Sunday, October 31, 2010

HAPPY HALLOWEEN

Here's hoping you're having a good day; take it easy with the leftover candy. This is a picture of my cousin and me, sometime in the early '50s.

Friday, October 29, 2010

The Farm


"I think I'll sell the farm," he said.

She looked surprised! Then, standing at the window, she silently communed with the land. "For forty three years you've been our home. We built a house on one of your corners and three little girls played on your green grass. We bought you with pride and anticipation, and with a sense of possessiveness we fenced your boundaries. We scattered barns and buildings over your surface. We pocked your face with wells, ditches for water pipes and electric wires, and graves for the old dog and the precious fuzzy cat.

You gave us grazing for the sleek, black cows and soil for a bountiful garden.

Your dust has filled our nostrils in the summer and in the winter your mud has clung to our boots, making us one.

"It's too late to sell," she said.
(This is a re post; having a little trouble with the blog and trying to see if this gets it back for me.)

Thursday, October 28, 2010

Dishcloths


I need to buy new dishcloths. Each washday I hve intended to throw my old ones away; they're reduced down to not much more than holes with strings around them. They fuzz up in the washing machine and make lots of lint in the dryer.

It will be difficult to select new dishcloths.

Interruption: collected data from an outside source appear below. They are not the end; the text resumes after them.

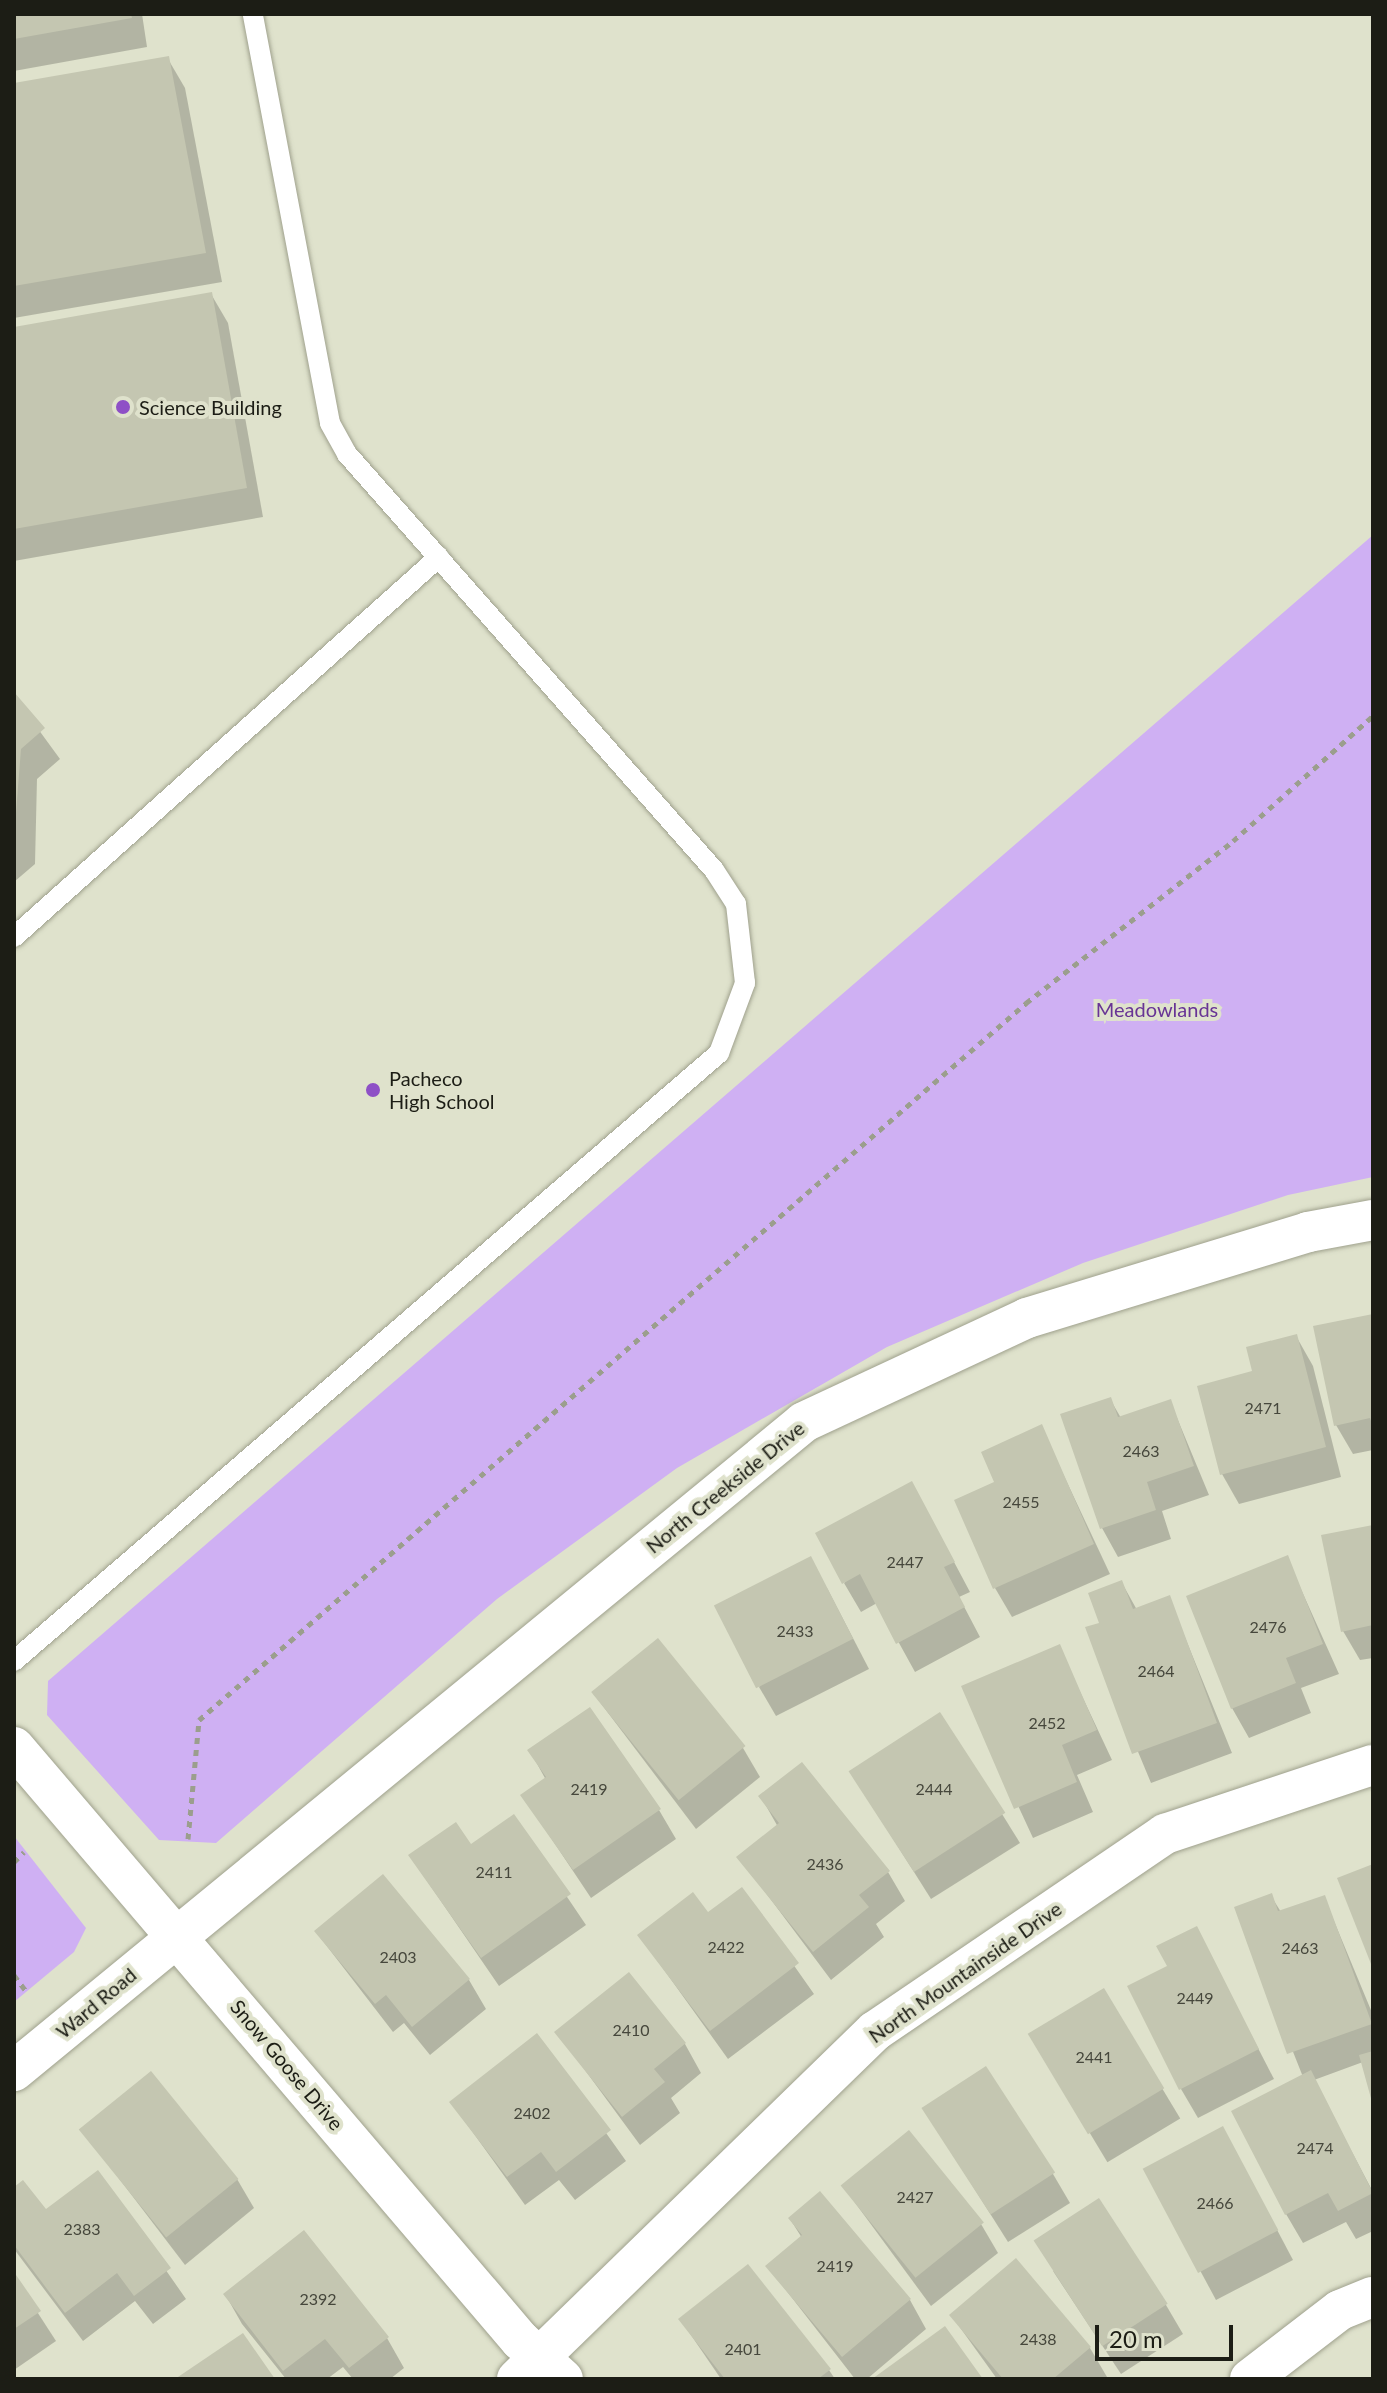 <!DOCTYPE html>
<html>
<head>
<meta charset="utf-8">
<style>
  body { margin:0 }
  #map { position:relative; width:1387px; height:2393px; overflow:hidden; background:#dfe2cc; font-family:Lato,sans-serif }
  div>[style] { position:absolute }
  [style*='--x'] { left:calc(var(--x)*1px); top:calc(var(--y)*1px); width:calc(var(--w)*1px); rotate:calc(var(--a)*1deg) }
  .green>* { inset:0; background:#cfb0f3 }
  .shadow>* { inset:0; background:#0003; transform-origin:0 0 }
  .building>* { inset:0; background:#c4c6b1; transform-origin:0 0 }
  .path>* { height:5px; margin-top:-2.5px; transform-origin:0; background:repeating-linear-gradient(90deg,#9b9e8d 0 6px,transparent 0 12px) }
  .roads { filter:drop-shadow(0 0 2px #9fa18d) drop-shadow(0 0 2px #9fa18d) }
  .lane>* { height:20px; margin:-10px; padding:0 10px; transform-origin:10px; border-radius:10px; background:#fff }
  .street>* { height:40px; margin:-20px; padding:0 20px; transform-origin:20px; border-radius:20px; background:#fff }
  .dots>* { width:22px; height:22px; translate:-50% -50%; box-sizing:border-box; border:4px solid #dfe2cc; border-radius:50% }
  span { translate:-50% -50%; white-space:nowrap; text-align:center; line-height:1.15; -webkit-text-stroke:8px #dfe2cc; paint-order:stroke }
  .number-label { font-size:16px; color:#46473c }
  .number-label span { -webkit-text-stroke-width:0 }
  .poi-label { font-size:20px; color:#1c1d15 }
  .left { translate:0 -50%; text-align:left }
  .park-label { font-size:20px; color:#683495 }
  .street-label { font-size:20px; color:#1c1d15 }
  .frame { position:absolute; inset:0; border:16px solid #1c1d15; pointer-events:none }
  .scale { position:absolute; left:1095px; top:2325px; width:138px; height:36px; box-sizing:border-box; border:4px solid #1c1d15; border-top:0; padding-left:10px; font-size:24px; line-height:28px; white-space:nowrap; color:#1c1d15; -webkit-text-stroke:6px #dfe2cc; paint-order:stroke }
</style>
</head>
<body>
<div id="map">
  <div class="green">
    <i style="clip-path:polygon(1373px 535px,1373px 1177px,1288px 1195px,1083px 1263px,887px 1347px,677px 1468px,497px 1599px,216px 1843px,159px 1840px,47px 1715px,48px 1681px)"></i>
    <i style="clip-path:polygon(14px 1836px,86px 1928px,74px 1952px,14px 2002px)"></i>
  </div>
  <div class="shadow">
    <i style="clip-path:polygon(14px 14px,142px 14px,147px 47px,14px 71px)"></i>
    <i style="clip-path:polygon(168px 59px,185px 88px,222px 282px,14px 318px,14px 85px)"></i>
    <i style="clip-path:polygon(211px 294px,228px 323px,263px 517px,14px 561px,14px 329px)"></i>
    <i style="clip-path:polygon(14px 696px,60px 759px,37px 779px,35px 864px,14px 882px)"></i>
    <i style="clip-path:polygon(1373px 1316px,1373px 1450px,1353px 1454px,1336px 1425px)"></i>
    <i style="clip-path:polygon(1296px 1336px,1313px 1366px,1341px 1477px,1239px 1504px,1222px 1474px,1255px 1373px)"></i>
    <i style="clip-path:polygon(1110px 1399px,1121px 1418px,1170px 1401px,1209px 1495px,1162px 1511px,1171px 1539px,1118px 1557px,1102px 1528px)"></i>
    <i style="clip-path:polygon(1041px 1427px,1110px 1574px,1012px 1617px,995px 1588px,997px 1483px)"></i>
    <i style="clip-path:polygon(928px 1513px,970px 1592px,959px 1597px,980px 1637px,915px 1672px,877px 1603px,861px 1612px,844px 1583px)"></i>
    <i style="clip-path:polygon(1373px 1527px,1373px 1658px,1360px 1660px,1343px 1631px)"></i>
    <i style="clip-path:polygon(1287px 1558px,1339px 1674px,1301px 1688px,1311px 1713px,1249px 1738px,1232px 1708px)"></i>
    <i style="clip-path:polygon(1122px 1583px,1137px 1610px,1169px 1598px,1232px 1753px,1151px 1783px,1087px 1629px,1101px 1624px)"></i>
    <i style="clip-path:polygon(827px 1588px,869px 1669px,776px 1716px,759px 1687px)"></i>
    <i style="clip-path:polygon(1059px 1647px,1112px 1760px,1077px 1775px,1093px 1812px,1033px 1838px,963px 1687px)"></i>
    <i style="clip-path:polygon(593px 1693px,743px 1748px,760px 1777px,696px 1829px)"></i>
    <i style="clip-path:polygon(940px 1714px,1020px 1843px,931px 1899px,868px 1799px)"></i>
    <i style="clip-path:polygon(530px 1751px,659px 1810px,676px 1839px,591px 1898px,523px 1796px,546px 1780px)"></i>
    <i style="clip-path:polygon(761px 1797px,888px 1872px,905px 1901px,876px 1924px,884px 1937px,831px 1980px,739px 1857px,778px 1827px)"></i>
    <i style="clip-path:polygon(513px 1817px,586px 1925px,499px 1986px,410px 1856px,471px 1847px)"></i>
    <i style="clip-path:polygon(741px 1890px,814px 1994px,728px 2059px,639px 1935px,707px 1915px)"></i>
    <i style="clip-path:polygon(1271px 1896px,1281px 1912px,1324px 1897px,1373px 2015px,1373px 2098px,1363px 2062px,1314px 2080px,1373px 2192px,1373px 2231px,1356px 2239px,1346px 2222px,1303px 2243px,1286px 2214px,1303px 2077px,1236px 1908px)"></i>
    <i style="clip-path:polygon(1196px 1928px,1274px 2079px,1198px 2118px,1181px 2089px)"></i>
    <i style="clip-path:polygon(316px 1932px,469px 1980px,486px 2009px,430px 2055px,404px 2023px,393px 2032px)"></i>
    <i style="left:1103px;top:1990px;width:150px;height:85px;rotate:59deg"></i>
    <i style="clip-path:polygon(557px 2032px,685px 2044px,701px 2073px,671px 2098px,680px 2113px,640px 2145px)"></i>
    <i style="clip-path:polygon(537px 2036px,626px 2161px,575px 2200px,559px 2180px,525px 2205px,451px 2102px)"></i>
    <i style="clip-path:polygon(924px 2109px,1053px 2174px,1070px 2203px,1008px 2242px)"></i>
    <i style="clip-path:polygon(82px 2130px,237px 2179px,254px 2208px,185px 2265px)"></i>
    <i style="clip-path:polygon(1239px 2158px,1293px 2260px,1216px 2300px,1146px 2170px)"></i>
    <i style="clip-path:polygon(98px 2173px,186px 2299px,153px 2324px,135px 2301px,83px 2341px,14px 2249px,14px 2189px,45px 2212px)"></i>
    <i style="clip-path:polygon(842px 2185px,981px 2224px,998px 2253px,931px 2306px)"></i>
    <i style="clip-path:polygon(790px 2219px,910px 2300px,926px 2329px,867px 2379px,855px 2379px,768px 2267px,802px 2238px)"></i>
    <i style="clip-path:polygon(304px 2233px,387px 2338px,404px 2368px,390px 2379px,353px 2379px,343px 2367px,327px 2379px,286px 2379px,242px 2324px,225px 2294px)"></i>
    <i style="clip-path:polygon(1053px 2271px,1166px 2305px,1183px 2334px,1121px 2374px)"></i>
    <i style="clip-path:polygon(14px 2276px,56px 2341px,14px 2370px)"></i>
    <i style="clip-path:polygon(951px 2315px,1090px 2348px,1107px 2377px,997px 2379px)"></i>
    <i style="clip-path:polygon(680px 2319px,829px 2370px,835px 2379px,721px 2379px)"></i>
  </div>
  <div class="building">
    <i style="clip-path:polygon(14px 14px,131px 14px,132px 18px,14px 39px)"></i>
    <i style="clip-path:polygon(169px 56px,206px 253px,14px 286px,14px 83px)"></i>
    <i style="clip-path:polygon(212px 292px,247px 488px,14px 529px,14px 327px)"></i>
    <i style="clip-path:polygon(14px 692px,45px 728px,21px 749px,14px 839px)"></i>
    <i style="clip-path:polygon(1373px 1314px,1373px 1427px,1370px 1418px,1334px 1426px,1313px 1326px)"></i>
    <i style="clip-path:polygon(1297px 1334px,1326px 1447px,1220px 1475px,1197px 1386px,1252px 1371px,1246px 1347px)"></i>
    <i style="clip-path:polygon(1111px 1397px,1118px 1417px,1171px 1399px,1194px 1466px,1147px 1482px,1156px 1510px,1100px 1529px,1060px 1414px)"></i>
    <i style="clip-path:polygon(1042px 1424px,1094px 1544px,993px 1589px,954px 1500px,994px 1482px,981px 1452px)"></i>
    <i style="clip-path:polygon(912px 1481px,955px 1562px,944px 1567px,965px 1607px,896px 1644px,860px 1574px,842px 1584px,815px 1533px)"></i>
    <i style="clip-path:polygon(1373px 1525px,1373px 1625px,1341px 1632px,1321px 1535px)"></i>
    <i style="clip-path:polygon(1288px 1555px,1323px 1644px,1286px 1658px,1296px 1683px,1231px 1709px,1186px 1596px)"></i>
    <i style="left:811px;top:1556px;width:93px;height:109px;rotate:63deg"></i>
    <i style="clip-path:polygon(1122px 1580px,1133px 1609px,1170px 1595px,1217px 1723px,1132px 1754px,1085px 1627px,1099px 1623px,1088px 1593px)"></i>
    <i style="left:658px;top:1638px;width:139px;height:86px;rotate:51deg"></i>
    <i style="clip-path:polygon(1060px 1644px,1097px 1730px,1062px 1745px,1077px 1782px,1014px 1809px,961px 1686px)"></i>
    <i style="clip-path:polygon(590px 1707px,661px 1809px,573px 1870px,520px 1795px,546px 1777px,527px 1750px)"></i>
    <i style="left:940px;top:1712px;width:120px;height:109px;rotate:57deg"></i>
    <i style="clip-path:polygon(802px 1762px,890px 1871px,859px 1895px,869px 1907px,813px 1952px,736px 1857px,779px 1823px,758px 1796px)"></i>
    <i style="clip-path:polygon(514px 1814px,571px 1894px,481px 1958px,408px 1855px,456px 1822px,471px 1844px)"></i>
    <i style="clip-path:polygon(1373px 1864px,1373px 1969px,1337px 1878px)"></i>
    <i style="clip-path:polygon(383px 1874px,470px 1979px,412px 2027px,386px 1995px,375px 2004px,314px 1931px)"></i>
    <i style="clip-path:polygon(742px 1887px,799px 1963px,710px 2031px,637px 1935px,693px 1892px,708px 1912px)"></i>
    <i style="clip-path:polygon(1272px 1893px,1278px 1911px,1325px 1895px,1372px 2024px,1287px 2054px,1234px 1907px)"></i>
    <i style="clip-path:polygon(1197px 1926px,1259px 2049px,1179px 2090px,1127px 1986px,1167px 1966px,1156px 1946px)"></i>
    <i style="clip-path:polygon(629px 1972px,686px 2043px,654px 2069px,665px 2082px,622px 2117px,554px 2032px)"></i>
    <i style="left:1104px;top:1988px;width:117px;height:89px;rotate:59deg"></i>
    <i style="clip-path:polygon(537px 2033px,611px 2130px,556px 2172px,541px 2152px,507px 2177px,449px 2102px)"></i>
    <i style="clip-path:polygon(1373px 2051px,1373px 2102px,1372px 2102px,1359px 2055px)"></i>
    <i style="left:986px;top:2066px;width:127px;height:77px;rotate:57deg"></i>
    <i style="clip-path:polygon(1311px 2070px,1373px 2193px,1338px 2211px,1328px 2193px,1285px 2215px,1231px 2111px)"></i>
    <i style="left:151px;top:2071px;width:139px;height:93px;rotate:51deg"></i>
    <i style="left:1223px;top:2126px;width:118px;height:91px;rotate:62deg"></i>
    <i style="left:909px;top:2130px;width:119px;height:88px;rotate:51deg"></i>
    <i style="clip-path:polygon(98px 2170px,171px 2268px,134px 2296px,117px 2273px,65px 2313px,14px 2245px,14px 2187px,23px 2180px,46px 2209px)"></i>
    <i style="clip-path:polygon(820px 2191px,911px 2299px,842px 2357px,765px 2266px,802px 2235px,788px 2218px)"></i>
    <i style="left:1099px;top:2198px;width:126px;height:78px;rotate:57deg"></i>
    <i style="clip-path:polygon(304px 2230px,389px 2337px,349px 2368px,325px 2339px,283px 2371px,223px 2294px)"></i>
    <i style="clip-path:polygon(1016px 2258px,1091px 2347px,1053px 2379px,1003px 2379px,949px 2315px)"></i>
    <i style="clip-path:polygon(748px 2264px,831px 2369px,818px 2379px,725px 2379px,678px 2319px)"></i>
    <i style="clip-path:polygon(14px 2272px,41px 2311px,14px 2329px)"></i>
    <i style="clip-path:polygon(945px 2326px,983px 2379px,872px 2379px)"></i>
    <i style="clip-path:polygon(243px 2333px,275px 2379px,175px 2379px)"></i>
  </div>
  <div class="path">
    <i style="--x:188;--y:1839;--w:120;--a:-84.7"></i>
    <i style="--x:199;--y:1720;--w:1095;--a:-40.92"></i>
    <i style="--x:1026;--y:1003;--w:263;--a:-38"></i>
    <i style="--x:1233;--y:841;--w:188;--a:-41.8"></i>
    <i style="--x:14;--y:1862;--w:14;--a:-45"></i>
    <i style="--x:14;--y:1975;--w:20;--a:53"></i>
  </div>
  <div class="roads">
    <div class="lane">
      <i style="--x:14;--y:937;--w:570;--a:-41.8"></i>
      <i style="--x:14;--y:1661;--w:931;--a:-40.77"></i>
      <i style="--x:719;--y:1053;--w:75;--a:-69.6"></i>
      <i style="--x:745;--y:983;--w:80;--a:-96.5"></i>
      <i style="--x:736;--y:904;--w:40;--a:-122.9"></i>
      <i style="--x:714;--y:870;--w:555;--a:-131.42"></i>
      <i style="--x:347;--y:454;--w:35;--a:-119"></i>
      <i style="--x:330;--y:423;--w:416;--a:-100.7"></i>
    </div>
    <div class="street">
      <i style="--x:14;--y:1747;--w:780;--a:49.53"></i>
      <i style="--x:520;--y:2340;--w:58;--a:42.2"></i>
      <i style="--x:14;--y:2071;--w:1022;--a:-39.4"></i>
      <i style="--x:804;--y:1422;--w:246;--a:-25"></i>
      <i style="--x:1027;--y:1318;--w:294;--a:-17"></i>
      <i style="--x:1308;--y:1232;--w:66;--a:-10.5"></i>
      <i style="--x:517;--y:2379;--w:499;--a:-44.2"></i>
      <i style="--x:875;--y:2031;--w:351;--a:-34.2"></i>
      <i style="--x:1165;--y:1834;--w:219;--a:-18.4"></i>
      <i style="--x:1250;--y:2379;--w:113;--a:-37.5"></i>
      <i style="--x:1340;--y:2310;--w:35;--a:-22"></i>
    </div>
  </div>
  <div class="dots">
    <i style="left:123px;top:407px;background:#8e50c6"></i>
    <i style="left:373px;top:1090px;background:#8e50c6"></i>
  </div>
  <div class="number-label">
    <span style="left:1263px;top:1408px">2471</span>
    <span style="left:1141px;top:1451px">2463</span>
    <span style="left:1021px;top:1502px">2455</span>
    <span style="left:905px;top:1562px">2447</span>
    <span style="left:1268px;top:1627px">2476</span>
    <span style="left:795px;top:1631px">2433</span>
    <span style="left:1156px;top:1671px">2464</span>
    <span style="left:1047px;top:1723px">2452</span>
    <span style="left:589px;top:1789px">2419</span>
    <span style="left:934px;top:1789px">2444</span>
    <span style="left:825px;top:1864px">2436</span>
    <span style="left:494px;top:1872px">2411</span>
    <span style="left:726px;top:1947px">2422</span>
    <span style="left:1300px;top:1948px">2463</span>
    <span style="left:398px;top:1957px">2403</span>
    <span style="left:1195px;top:1998px">2449</span>
    <span style="left:631px;top:2030px">2410</span>
    <span style="left:1094px;top:2057px">2441</span>
    <span style="left:532px;top:2113px">2402</span>
    <span style="left:1315px;top:2148px">2474</span>
    <span style="left:915px;top:2197px">2427</span>
    <span style="left:1215px;top:2203px">2466</span>
    <span style="left:82px;top:2229px">2383</span>
    <span style="left:835px;top:2266px">2419</span>
    <span style="left:318px;top:2299px">2392</span>
    <span style="left:1038px;top:2339px">2438</span>
    <span style="left:743px;top:2349px">2401</span>
  </div>
  <div class="poi-label">
    <span class="left" style="left:139px;top:407px">Science Building</span>
    <span class="left" style="left:389px;top:1090px">Pacheco<br>High School</span>
  </div>
  <div class="park-label">
    <span style="left:1157px;top:1009px">Meadowlands</span>
  </div>
  <div class="street-label">
    <span style="left:725px;top:1487px;rotate:-39deg">North Creekside Drive</span>
    <span style="left:965px;top:1972px;rotate:-35deg">North Mountainside Drive</span>
    <span style="left:96px;top:2003px;rotate:-40deg">Ward Road</span>
    <span style="left:287px;top:2065px;rotate:50deg">Snow Goose Drive</span>
  </div>
  <div class="frame"></div>
  <div class="scale">20 m</div>
</div>
</body>
</html>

They come in so many patterns and colors: waffle weaves, terry cloth, plaids, solids, stripes, hemmed, and fringed. My old ones come in a variety of patterns and fabrics also: ends of old hand towels, tails of tee shirts, ribs of sock tops, or squares of flannel from an old sheet. These are dishrags.

Notice I said dishrags. There is a difference between dishrags and dishcloths. Dishrags come from an era when women recycled before they knew they were recycling. Every piece of fabric was used to its limit, whether it was as another wearable or as a rag. Today a young woman can throw away something before its time has come and buy virgin dishcloths. Oh it's true, some women have used an old cloth diaper for a dishcloth, but only after they experienced the unpleasantness of the waiting contents of the disper pail and decided not to be so environmentally protective after all.

I'll probably pick waffle weave dishcloths in a blue and green plaid; they'll match my blue kitchen countertop. They'll look nice and new in the drawer beside the old rags. I'll keep the old ones for a while; there's just no way I can scrub brown, scorched residue from a pot with a crisp, new dishcloth. I'll take the best of the rags for that, and maybe some of them could be used one last time as dusters. Tee shirt tails, sprayed with a little Pledge, are perfect for dusting.